Updated: 19:53, Wednesday, 25 October 2006

Frank McBrearty Junior has refused to allow himself to be cross-examined by lawyers representing various gardaí and has walked out of the Morris Tribunal.

1 of 1 Frank McBrearty Junior  Walked out of Tribunal
Frank McBrearty Junior
Walked out of Tribunal

Frank McBrearty Junior has refused to allow himself to be cross-examined by lawyers representing various gardaí and has walked out of the Morris Tribunal.

Mr McBrearty said he would not allow himself to be cross-examined by people who framed him unless he got legal aid.

He said that until Minister for Justice Michael McDowell gives him the same rights as the Garda Commissioner, the AGSI and the GRA, he will not allow any cross-examination.

The tribunal chairman told Mr McBrearty that he would have to go to the High Court  to direct Mr McBrearty to come back and give evidence.

Mr McBrearty was also told he could get a criminal conviction and was strongly advised to allow the cross-examination. 

Mr McBrearty said he was prepared to take the consequence and was sticking to his principles. He said he was prepared to go to jail for as long as it takes to get justice for him and his family.

He said that once Mr McDowell accedes to the fact that he has broken his constitutional rights and gives him legal aid he will allow himself to be cross-examined but not until then.

Tribunal views video

The tribunal earlier viewed a video of Mr McBrearty in custody in Letterkenny Garda Station in February 1997.

Mr McBrearty has claimed that something was deliberately erased from it. He said he would go home to Raphoe to get his copy of the video, and he wants the tribunal to play it in full.

Mr McBrearty was arrested in February 1997 in connection with an alleged assault, but he said he was questioned from the start about the death of Richie Barron.

Mr McBrearty admitted punching himself in the face four times saying 'He's assaulting me, he's assaulting me' in a desperate attempt to get out of an interrogation being conducted by Garda John O'Dowd who, he said, was physically abusing him.

'If I had a knife,' Mr McBrearty said, 'I would have cut my wrists to get out of that station because I wasn't going to suffer the same abuse I had last time.'

He told the tribunal he was hysterical and desperate and had some kind of a breakdown in the garda station and should have been put into a psychiatric ward.

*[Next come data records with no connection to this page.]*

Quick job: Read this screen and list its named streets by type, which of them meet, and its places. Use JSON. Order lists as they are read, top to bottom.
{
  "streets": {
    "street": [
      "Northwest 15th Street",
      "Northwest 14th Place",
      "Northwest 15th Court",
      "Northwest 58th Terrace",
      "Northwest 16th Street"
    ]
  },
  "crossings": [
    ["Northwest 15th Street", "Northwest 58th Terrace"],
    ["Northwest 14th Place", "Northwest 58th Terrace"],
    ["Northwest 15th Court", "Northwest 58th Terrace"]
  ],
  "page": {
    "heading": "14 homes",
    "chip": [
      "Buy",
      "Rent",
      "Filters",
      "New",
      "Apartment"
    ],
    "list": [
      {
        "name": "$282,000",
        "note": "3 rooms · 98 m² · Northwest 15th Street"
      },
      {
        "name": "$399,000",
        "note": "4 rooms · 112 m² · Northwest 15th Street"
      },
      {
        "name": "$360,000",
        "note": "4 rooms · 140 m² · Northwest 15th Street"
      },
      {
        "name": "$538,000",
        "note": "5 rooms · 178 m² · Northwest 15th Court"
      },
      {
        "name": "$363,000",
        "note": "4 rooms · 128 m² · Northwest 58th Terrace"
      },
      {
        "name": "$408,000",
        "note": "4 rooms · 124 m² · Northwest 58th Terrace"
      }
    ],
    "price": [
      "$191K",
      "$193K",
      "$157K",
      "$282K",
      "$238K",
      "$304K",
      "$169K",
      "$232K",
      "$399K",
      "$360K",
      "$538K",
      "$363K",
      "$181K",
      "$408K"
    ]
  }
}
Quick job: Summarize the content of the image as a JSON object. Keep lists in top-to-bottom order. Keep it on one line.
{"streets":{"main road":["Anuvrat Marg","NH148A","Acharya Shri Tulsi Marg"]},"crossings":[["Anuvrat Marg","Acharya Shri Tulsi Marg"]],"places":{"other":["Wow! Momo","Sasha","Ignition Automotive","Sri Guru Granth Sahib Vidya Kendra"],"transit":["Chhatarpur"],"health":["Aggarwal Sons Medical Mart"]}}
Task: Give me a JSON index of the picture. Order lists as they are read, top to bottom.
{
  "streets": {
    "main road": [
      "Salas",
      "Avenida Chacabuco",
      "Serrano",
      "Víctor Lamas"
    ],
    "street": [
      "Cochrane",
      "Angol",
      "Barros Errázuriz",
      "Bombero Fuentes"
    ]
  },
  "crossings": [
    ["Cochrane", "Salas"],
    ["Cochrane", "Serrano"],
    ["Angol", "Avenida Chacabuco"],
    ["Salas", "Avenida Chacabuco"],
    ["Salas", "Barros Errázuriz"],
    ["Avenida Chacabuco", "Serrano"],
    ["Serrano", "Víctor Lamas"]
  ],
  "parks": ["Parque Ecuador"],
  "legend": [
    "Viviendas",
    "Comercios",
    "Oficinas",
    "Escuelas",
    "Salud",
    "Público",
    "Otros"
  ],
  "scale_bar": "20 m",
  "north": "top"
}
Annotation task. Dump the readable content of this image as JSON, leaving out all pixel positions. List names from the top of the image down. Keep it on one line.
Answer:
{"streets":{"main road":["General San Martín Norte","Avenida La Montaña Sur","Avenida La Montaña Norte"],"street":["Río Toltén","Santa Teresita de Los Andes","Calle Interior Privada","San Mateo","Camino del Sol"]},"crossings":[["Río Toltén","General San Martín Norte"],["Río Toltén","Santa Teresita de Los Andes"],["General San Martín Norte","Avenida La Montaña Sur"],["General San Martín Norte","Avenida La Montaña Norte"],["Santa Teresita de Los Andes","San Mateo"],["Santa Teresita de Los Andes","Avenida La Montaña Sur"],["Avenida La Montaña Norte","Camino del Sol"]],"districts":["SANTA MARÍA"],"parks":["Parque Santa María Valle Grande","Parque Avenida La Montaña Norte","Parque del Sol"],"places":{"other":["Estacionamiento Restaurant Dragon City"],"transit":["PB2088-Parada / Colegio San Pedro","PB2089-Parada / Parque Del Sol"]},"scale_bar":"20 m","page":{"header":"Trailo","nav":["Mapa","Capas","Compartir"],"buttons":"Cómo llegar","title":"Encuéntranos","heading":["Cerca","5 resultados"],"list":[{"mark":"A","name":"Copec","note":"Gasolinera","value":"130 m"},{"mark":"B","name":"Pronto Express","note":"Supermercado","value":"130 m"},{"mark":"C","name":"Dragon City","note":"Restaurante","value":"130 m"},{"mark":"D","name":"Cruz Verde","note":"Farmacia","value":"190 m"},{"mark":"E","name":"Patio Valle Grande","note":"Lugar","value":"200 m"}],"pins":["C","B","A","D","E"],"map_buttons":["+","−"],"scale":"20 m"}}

Mr McBrearty said he had two breakdowns after that.

He earlier told the tribunal that after his release from garda custody he walked for five or six miles to clear his head.

He then went to see his father but discovered he had gone to Dublin to see Labour TD Joan Burton.

The reason for this, he said, was because then and still to this day Donegal politicians turned blind eyes and deaf ears to this scandal.

He told the tribunal that he suffered post traumatic stress and had been severely humiliated in front of his children and the public.